Ora então, para que estou eu a falar sobre uma BD pouco agradável? Porque a história é plena de acontecimentos interessantes? Não, verdadeiramente, a história é mais uma “visita” introspetiva de Remington, e uma “fotografia” do tratamento a quer os nativos americanos foram sujeitos. Porque a BD é plena de otimismo e esperança no futuro? Não, nem por isso, até é mais marcada por uma elevada dose de fatalismo? Porque é uma obra editada pela Dargaud, de responsabilidade de mais dois autores espanhóis (Sagar Fornies e Josep Maria Polls), que ganham acrescido destaque? Não, podia ser, esse tema da vasta presença espanhola na Banda Desenhada dita Franco-Belga é muito interessante de discutir, mas não pensei sequer nisso. Porque o desenho é excecionalmente atrativo? Não. O desenho é muito adequado aos ambientes e a uma situação verdadeiramente louca e sem contexto, sem grandes referências, sem linhas orientadoras para o jovem Remington. O desenho é adequado, as cores são adequadas, o retrato apresentado é sério, sujo, brutal, desagradável, porque é a realidade retratada – ah, acresçam lá traiçoeiro…

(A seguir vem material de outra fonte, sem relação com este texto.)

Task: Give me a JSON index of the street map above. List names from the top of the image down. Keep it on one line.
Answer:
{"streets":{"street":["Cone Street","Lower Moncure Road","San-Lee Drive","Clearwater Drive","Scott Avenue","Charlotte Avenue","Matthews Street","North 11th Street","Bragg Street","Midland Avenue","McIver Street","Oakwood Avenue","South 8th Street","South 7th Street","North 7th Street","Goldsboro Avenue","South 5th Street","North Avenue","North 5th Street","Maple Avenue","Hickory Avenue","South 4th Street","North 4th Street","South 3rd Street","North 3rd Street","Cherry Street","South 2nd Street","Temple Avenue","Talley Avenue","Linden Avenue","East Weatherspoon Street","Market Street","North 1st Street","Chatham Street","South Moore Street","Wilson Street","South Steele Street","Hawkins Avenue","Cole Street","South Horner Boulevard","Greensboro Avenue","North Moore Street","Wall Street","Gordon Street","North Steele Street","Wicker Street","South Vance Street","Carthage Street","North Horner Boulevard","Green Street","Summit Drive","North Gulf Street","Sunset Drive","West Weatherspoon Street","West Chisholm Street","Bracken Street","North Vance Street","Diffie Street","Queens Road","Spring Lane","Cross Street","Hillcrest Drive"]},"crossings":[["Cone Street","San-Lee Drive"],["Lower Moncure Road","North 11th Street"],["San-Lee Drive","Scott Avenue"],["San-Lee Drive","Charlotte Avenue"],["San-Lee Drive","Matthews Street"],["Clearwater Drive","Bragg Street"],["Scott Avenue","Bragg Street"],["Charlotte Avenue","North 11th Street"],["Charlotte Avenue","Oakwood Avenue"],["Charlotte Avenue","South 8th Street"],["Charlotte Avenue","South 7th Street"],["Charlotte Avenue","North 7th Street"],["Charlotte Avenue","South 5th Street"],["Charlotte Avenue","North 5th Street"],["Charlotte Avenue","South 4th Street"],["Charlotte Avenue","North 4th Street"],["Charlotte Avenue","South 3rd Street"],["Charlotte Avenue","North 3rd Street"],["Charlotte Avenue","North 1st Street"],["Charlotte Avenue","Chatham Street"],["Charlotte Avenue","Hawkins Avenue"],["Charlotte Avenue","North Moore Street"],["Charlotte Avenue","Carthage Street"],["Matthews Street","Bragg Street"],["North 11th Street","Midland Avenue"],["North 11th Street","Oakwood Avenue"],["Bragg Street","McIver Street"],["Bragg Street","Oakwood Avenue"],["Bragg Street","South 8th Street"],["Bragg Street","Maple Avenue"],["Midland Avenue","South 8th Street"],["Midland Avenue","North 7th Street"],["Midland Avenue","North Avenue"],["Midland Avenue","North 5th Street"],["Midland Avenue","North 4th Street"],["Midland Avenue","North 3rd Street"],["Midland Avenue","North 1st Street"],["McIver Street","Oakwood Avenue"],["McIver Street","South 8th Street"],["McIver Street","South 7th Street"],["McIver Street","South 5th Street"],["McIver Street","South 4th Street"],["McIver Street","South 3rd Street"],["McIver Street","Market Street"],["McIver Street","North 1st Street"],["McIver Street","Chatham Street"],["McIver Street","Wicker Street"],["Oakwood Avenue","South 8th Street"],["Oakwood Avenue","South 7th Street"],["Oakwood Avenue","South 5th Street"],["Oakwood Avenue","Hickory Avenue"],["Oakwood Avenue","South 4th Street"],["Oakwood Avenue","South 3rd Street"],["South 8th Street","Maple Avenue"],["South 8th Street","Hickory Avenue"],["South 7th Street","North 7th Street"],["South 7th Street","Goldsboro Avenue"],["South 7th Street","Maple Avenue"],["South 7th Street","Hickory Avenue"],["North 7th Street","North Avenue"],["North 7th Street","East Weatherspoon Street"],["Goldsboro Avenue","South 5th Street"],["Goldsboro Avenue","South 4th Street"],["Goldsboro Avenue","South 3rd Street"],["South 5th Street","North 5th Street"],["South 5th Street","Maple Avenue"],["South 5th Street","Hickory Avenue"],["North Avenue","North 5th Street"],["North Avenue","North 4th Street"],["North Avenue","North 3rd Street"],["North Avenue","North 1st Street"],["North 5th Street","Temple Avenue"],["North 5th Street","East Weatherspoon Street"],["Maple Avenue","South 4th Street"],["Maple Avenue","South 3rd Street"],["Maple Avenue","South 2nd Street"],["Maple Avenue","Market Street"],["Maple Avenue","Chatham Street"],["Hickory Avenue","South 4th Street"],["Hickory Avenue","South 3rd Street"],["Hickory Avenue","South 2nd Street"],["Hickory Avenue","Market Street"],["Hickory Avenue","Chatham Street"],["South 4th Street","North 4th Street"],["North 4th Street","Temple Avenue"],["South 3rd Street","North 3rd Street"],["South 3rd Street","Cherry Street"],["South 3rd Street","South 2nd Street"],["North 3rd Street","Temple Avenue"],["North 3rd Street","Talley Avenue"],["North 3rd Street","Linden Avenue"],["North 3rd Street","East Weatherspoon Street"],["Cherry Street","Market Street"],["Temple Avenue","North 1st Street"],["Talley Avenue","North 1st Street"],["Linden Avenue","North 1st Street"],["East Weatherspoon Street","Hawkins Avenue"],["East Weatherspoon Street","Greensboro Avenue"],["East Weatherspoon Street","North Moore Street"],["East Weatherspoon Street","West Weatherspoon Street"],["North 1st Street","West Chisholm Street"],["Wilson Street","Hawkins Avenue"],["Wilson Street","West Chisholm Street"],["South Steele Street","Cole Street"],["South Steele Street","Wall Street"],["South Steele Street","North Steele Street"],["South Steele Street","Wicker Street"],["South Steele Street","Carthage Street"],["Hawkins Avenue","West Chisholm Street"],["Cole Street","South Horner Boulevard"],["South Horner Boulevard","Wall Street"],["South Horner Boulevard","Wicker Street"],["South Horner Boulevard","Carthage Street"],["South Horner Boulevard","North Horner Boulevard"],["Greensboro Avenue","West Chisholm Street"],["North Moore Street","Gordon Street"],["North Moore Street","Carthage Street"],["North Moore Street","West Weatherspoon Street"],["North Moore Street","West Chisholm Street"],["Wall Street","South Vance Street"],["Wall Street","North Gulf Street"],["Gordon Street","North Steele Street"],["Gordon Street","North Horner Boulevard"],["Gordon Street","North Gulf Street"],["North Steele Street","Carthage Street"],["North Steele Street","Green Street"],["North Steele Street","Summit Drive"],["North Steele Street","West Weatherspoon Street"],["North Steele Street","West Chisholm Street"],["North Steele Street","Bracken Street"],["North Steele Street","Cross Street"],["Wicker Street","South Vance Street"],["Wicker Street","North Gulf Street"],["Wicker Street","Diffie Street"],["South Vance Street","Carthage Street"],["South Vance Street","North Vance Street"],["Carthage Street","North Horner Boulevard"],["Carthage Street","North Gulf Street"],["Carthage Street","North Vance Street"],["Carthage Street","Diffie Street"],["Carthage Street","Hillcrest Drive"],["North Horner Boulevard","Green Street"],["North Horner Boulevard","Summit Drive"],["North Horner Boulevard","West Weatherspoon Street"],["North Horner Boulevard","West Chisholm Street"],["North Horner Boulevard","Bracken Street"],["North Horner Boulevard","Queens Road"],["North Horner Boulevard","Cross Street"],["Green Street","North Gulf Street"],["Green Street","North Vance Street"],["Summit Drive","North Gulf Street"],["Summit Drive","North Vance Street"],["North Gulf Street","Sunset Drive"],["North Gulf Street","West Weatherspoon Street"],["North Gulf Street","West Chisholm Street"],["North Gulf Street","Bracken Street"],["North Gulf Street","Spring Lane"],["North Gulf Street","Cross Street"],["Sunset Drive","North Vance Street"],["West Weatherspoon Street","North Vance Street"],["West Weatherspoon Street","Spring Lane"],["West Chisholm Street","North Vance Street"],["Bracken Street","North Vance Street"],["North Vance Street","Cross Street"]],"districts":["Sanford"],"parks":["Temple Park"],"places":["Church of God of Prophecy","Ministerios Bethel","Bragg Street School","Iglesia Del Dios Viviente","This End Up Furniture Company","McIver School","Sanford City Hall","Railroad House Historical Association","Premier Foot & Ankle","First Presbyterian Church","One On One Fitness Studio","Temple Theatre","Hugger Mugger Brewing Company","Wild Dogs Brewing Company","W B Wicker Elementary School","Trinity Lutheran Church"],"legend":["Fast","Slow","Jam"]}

Portanto, escrevi um parágrafo inteiro que parece indicar que desaconselho a leitura ou, pelo menos, não consigo encontrar uma razão válida e substancial para a aconselhar. É o dilema que tive com esta BD. A leitura foi longa, e fiquei um pouco sem saber o que dizer. A história é muito particular, realista, agressiva, e fundamentalmente honesta. É o que é!
Curiosamente, o conjunto funciona. Racionalmente poderia dizer que isto ou aquilo podia ser melhor. E posso dizer que não é uma leitura para todos. Mas funciona: prende a atenção, é imersiva a experiência, compreendemos perfeitamente o que está em causa, sentimos o desconforto das personagens, percebemos que o desenlace é inevitável, vibramos com a traição, ficamos muito marcados pela morte (especialmente de uma personagem), e descoraçoados com a reação de outros a essa morte. Percebemos a homenagem aos nativos americanos, com algum distanciamento, e com uma sensação de desconforto geral.
Se pensarmos bem, se uma BD nos toca, o que de mais positivo podemos dizer? Acredito que alguns não gostarão, outros não aderirão, afinal o tema não é particularmente animador. Direi que vale a pena a leitura, até porque varia, o que não constitui motivo despiciendo, mas reconheço que fiquei surpreendido com a aposta de risco de uma das maiores editoras de Banda Desenhada.